Suite à la signature d’un accord entre le ministère algérien des Affaires religieuses et la mosquée de Paris, tous les produits français importés en Algérie seront certifiés « halal ». L’Algérie envoie 120 imams en France chaque année, où ils sont nommés dans différentes mosquées. L’Algérie finance également la mosquée de Paris, la mosquée la plus importante de France.

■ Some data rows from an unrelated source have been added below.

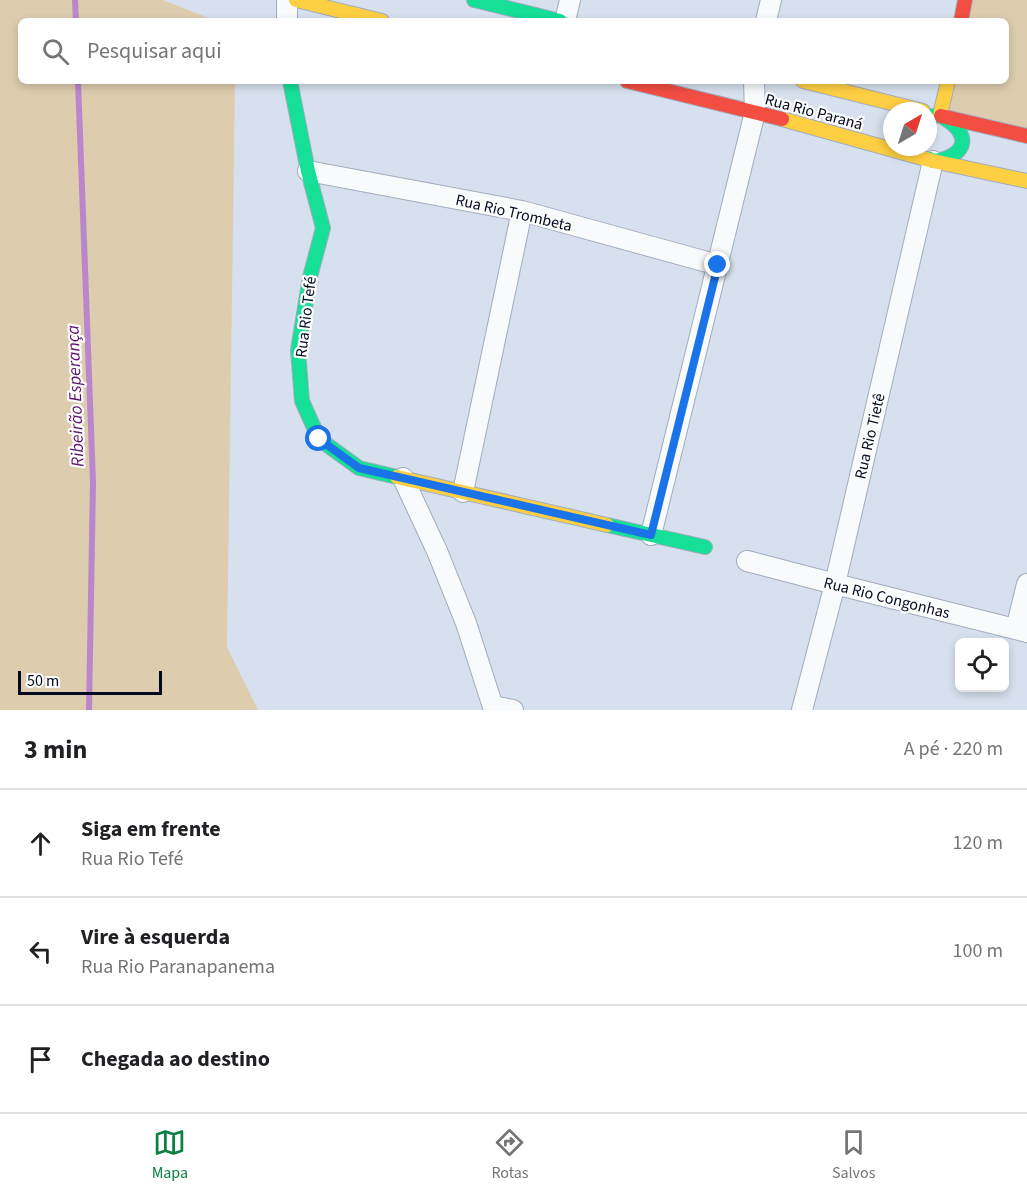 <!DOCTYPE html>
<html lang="pt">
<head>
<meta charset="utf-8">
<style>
	:root { --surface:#fff; --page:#f2f2f2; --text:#202124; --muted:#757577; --line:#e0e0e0; --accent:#0b8043 }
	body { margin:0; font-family:"Source Sans 3",sans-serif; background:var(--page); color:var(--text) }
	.controls { position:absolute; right:18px; bottom:18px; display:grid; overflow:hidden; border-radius:9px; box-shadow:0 3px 9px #0003 }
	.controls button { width:54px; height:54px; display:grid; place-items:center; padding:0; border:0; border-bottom:2px solid var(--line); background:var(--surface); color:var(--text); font:30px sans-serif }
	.compass { position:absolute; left:883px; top:102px; width:54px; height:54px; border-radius:50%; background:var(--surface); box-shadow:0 3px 9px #0003; rotate:39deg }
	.scale { position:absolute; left:18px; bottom:15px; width:144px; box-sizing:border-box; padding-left:6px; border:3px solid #020a1f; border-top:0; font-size:16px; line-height:21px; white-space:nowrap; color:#020a1f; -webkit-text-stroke:4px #fdfdfd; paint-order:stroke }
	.stop { position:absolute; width:18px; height:18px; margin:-14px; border:4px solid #1a73e8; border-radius:50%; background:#fff }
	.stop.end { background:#1a73e8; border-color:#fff; box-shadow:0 2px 6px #0008 }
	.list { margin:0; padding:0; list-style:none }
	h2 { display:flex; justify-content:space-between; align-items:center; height:78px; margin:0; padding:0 24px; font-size:26px }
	h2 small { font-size:20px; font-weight:400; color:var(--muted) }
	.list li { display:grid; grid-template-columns:39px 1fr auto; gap:18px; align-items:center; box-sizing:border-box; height:108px; padding:0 24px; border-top:2px solid var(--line) }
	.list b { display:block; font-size:22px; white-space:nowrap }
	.list p { margin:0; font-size:20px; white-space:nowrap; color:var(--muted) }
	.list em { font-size:20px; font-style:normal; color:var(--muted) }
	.icon { flex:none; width:33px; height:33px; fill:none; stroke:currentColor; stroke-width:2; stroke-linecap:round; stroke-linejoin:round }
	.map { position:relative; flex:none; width:1027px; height:710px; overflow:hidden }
	.search { position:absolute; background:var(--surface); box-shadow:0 3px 9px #0003; left:18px; right:18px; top:18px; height:66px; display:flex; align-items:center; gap:15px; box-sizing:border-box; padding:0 21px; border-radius:9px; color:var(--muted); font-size:22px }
	.sheet { height:402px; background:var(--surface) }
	nav { display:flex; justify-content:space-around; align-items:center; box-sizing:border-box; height:84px; border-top:2px solid var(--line); background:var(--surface); font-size:16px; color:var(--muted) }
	nav a { display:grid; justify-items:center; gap:3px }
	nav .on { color:var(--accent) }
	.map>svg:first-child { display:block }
	.green { fill:#deccae }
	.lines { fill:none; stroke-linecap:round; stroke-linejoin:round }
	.stream { stroke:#ba87cd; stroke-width:6 }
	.street-casing { stroke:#a1acbd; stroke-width:22 }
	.fast-casing { stroke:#a1acbd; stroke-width:16 }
	.slow-casing { stroke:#a1acbd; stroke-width:16 }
	.jam-casing { stroke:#a1acbd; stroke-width:16 }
	.street { stroke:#f9fafc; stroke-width:20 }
	.fast { stroke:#16e098; stroke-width:14 }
	.slow { stroke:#ffcf43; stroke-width:14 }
	.jam { stroke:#f24e42; stroke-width:14 }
	.route { stroke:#1a73e8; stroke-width:8 }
	.labels { text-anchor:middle; stroke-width:4.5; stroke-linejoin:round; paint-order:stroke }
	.street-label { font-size:16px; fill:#020a1f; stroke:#fdfdfd }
	.water-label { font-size:18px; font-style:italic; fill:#5d136b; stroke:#fdfdfd }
</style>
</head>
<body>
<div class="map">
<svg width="1027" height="710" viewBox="0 0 1027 710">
	<rect width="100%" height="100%" fill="#d7e0ee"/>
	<!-- green -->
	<path class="green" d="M0,0H163L216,21H21V81H235L227,647L258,710H0Z
		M965,0H1027V136L940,115L948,81H1006V21H961Z"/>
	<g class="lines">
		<!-- stream -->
		<path class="stream" d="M75,0L76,21
			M78,81L93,482L89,710"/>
		<defs>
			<path id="street" d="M287,21V0
				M565,21L570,0
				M766,21L771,0
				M308,171L522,211L718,265
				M403,478L437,551L466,623L494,710
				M463,492L522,211
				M651,535L755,112L754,81
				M747,561L835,584L1027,632
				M1016,629L1027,584
				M493,706L513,710
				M802,710L835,584L933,161"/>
			<path id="fast" d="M474,0L560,21
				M290,81L308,171L323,228L310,277L298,350L302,401L319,439L359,468L397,477
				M928,117L940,115C947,120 955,124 959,131C971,150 948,160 933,161L930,159
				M607,525L705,547"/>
			<path id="slow" d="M296,0L382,21
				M803,81L923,111
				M940,115L948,81
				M782,119L933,161L1027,181
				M397,477L607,525"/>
			<path id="jam" d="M961,21L965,0
				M627,81L782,119
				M941,116L1027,136"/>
		</defs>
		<!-- street casing -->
		<use href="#street" class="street-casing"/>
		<!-- fast casing -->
		<use href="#fast" class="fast-casing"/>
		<!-- slow casing -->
		<use href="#slow" class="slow-casing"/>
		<!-- jam casing -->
		<use href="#jam" class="jam-casing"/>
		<!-- street -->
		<use href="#street" class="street"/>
		<!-- fast -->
		<use href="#fast" class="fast"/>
		<!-- slow -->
		<use href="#slow" class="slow"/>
		<!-- jam -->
		<use href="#jam" class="jam"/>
	</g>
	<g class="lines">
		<!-- route -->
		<path class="route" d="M319,439L359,468L651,535L718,265"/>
	</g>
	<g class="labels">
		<!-- street labels -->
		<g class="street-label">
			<text transform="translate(814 111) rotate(15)" y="6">Rua Rio Paraná</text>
			<text transform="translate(514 212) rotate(13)" y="6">Rua Rio Trombeta</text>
			<text transform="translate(305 317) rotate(-83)" y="6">Rua Rio Tefé</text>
			<text transform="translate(869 436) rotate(-77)" y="6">Rua Rio Tietê</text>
			<text transform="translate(887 597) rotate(14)" y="6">Rua Rio Congonhas</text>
		</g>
		<!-- water labels -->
		<g class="water-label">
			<text transform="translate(75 396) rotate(-92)" y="6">Ribeirão Esperança</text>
		</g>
	</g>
</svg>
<div class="controls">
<button><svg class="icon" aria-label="locate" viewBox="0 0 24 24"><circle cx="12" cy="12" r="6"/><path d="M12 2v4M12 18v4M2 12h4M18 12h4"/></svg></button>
</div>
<svg class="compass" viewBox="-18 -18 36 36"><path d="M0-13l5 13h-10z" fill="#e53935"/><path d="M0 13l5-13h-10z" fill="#757577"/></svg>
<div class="scale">50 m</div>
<div class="stop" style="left:319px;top:439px"></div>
<div class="stop end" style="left:718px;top:265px"></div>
<div class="search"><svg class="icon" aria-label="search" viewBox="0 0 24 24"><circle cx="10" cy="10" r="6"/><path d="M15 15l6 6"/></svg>Pesquisar aqui</div>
</div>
<section class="sheet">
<h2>3 min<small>A pé · 220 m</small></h2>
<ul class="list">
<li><svg class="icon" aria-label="ahead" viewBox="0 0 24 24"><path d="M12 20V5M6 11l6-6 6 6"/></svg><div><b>Siga em frente</b><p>Rua Rio Tefé</p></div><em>120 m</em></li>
<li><svg class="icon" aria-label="left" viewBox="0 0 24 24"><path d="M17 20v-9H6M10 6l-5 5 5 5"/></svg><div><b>Vire à esquerda</b><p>Rua Rio Paranapanema</p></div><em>100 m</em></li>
<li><svg class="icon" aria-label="arrive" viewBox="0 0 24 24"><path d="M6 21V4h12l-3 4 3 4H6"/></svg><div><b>Chegada ao destino</b></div></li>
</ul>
</section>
<nav>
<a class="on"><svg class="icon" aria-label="map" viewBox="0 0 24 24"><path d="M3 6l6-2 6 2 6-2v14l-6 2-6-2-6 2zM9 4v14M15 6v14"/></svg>Mapa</a>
<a><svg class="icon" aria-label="directions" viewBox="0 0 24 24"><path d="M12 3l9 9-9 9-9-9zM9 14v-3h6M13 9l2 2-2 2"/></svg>Rotas</a>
<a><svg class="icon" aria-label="saved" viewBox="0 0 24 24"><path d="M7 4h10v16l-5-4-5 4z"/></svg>Salvos</a>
</nav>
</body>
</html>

Il a été rapporté que les chrétiens kabyles étaient en proie à un niveau de persécution sans précédent. Cela a entraîné la fermeture de leurs lieux de culte, la convocation de responsables chrétiens par la gendarmerie et la police, du harcèlement et des poursuites judiciaires pour prosélytisme ou pratique d’une religion autre que l’islam sans autorisation. Les groupes d’opposition ont accusé les autorités nationales de recruter pas moins de 100 imams pour enseigner l’arabe et le Coran afin de poursuivre l’arabisation des villages kabyles. Il y a lieu de s’attendre à ce que, compte tenu des circonstances internes (le mécontentement croissant de la population algérienne, la fracture constitutionnelle et la tendance dictatoriale du gouvernement), non seulement la situation des minorités religieuses, en particulier celle des chrétiens et des ahmadis, ne s’améliore pas, mais aussi que l’intolérance et la discrimination dont elles souffrent augmentent, ce qui en fera des cibles faciles pour des attaques. Malgré ces tendances, et dans le cadre de la promotion du dialogue entre les communautés musulmane et chrétienne, la Basilique Notre-Dame d’Afrique d’Alger a organisé la 7ème édition de la célèbre Journée mariale islamo-chrétienne (JMIC) qui s’est tenue en Algérie le 7 mai 2022, dans le cadre de la célébration du 150ème anniversaire de la Basilique.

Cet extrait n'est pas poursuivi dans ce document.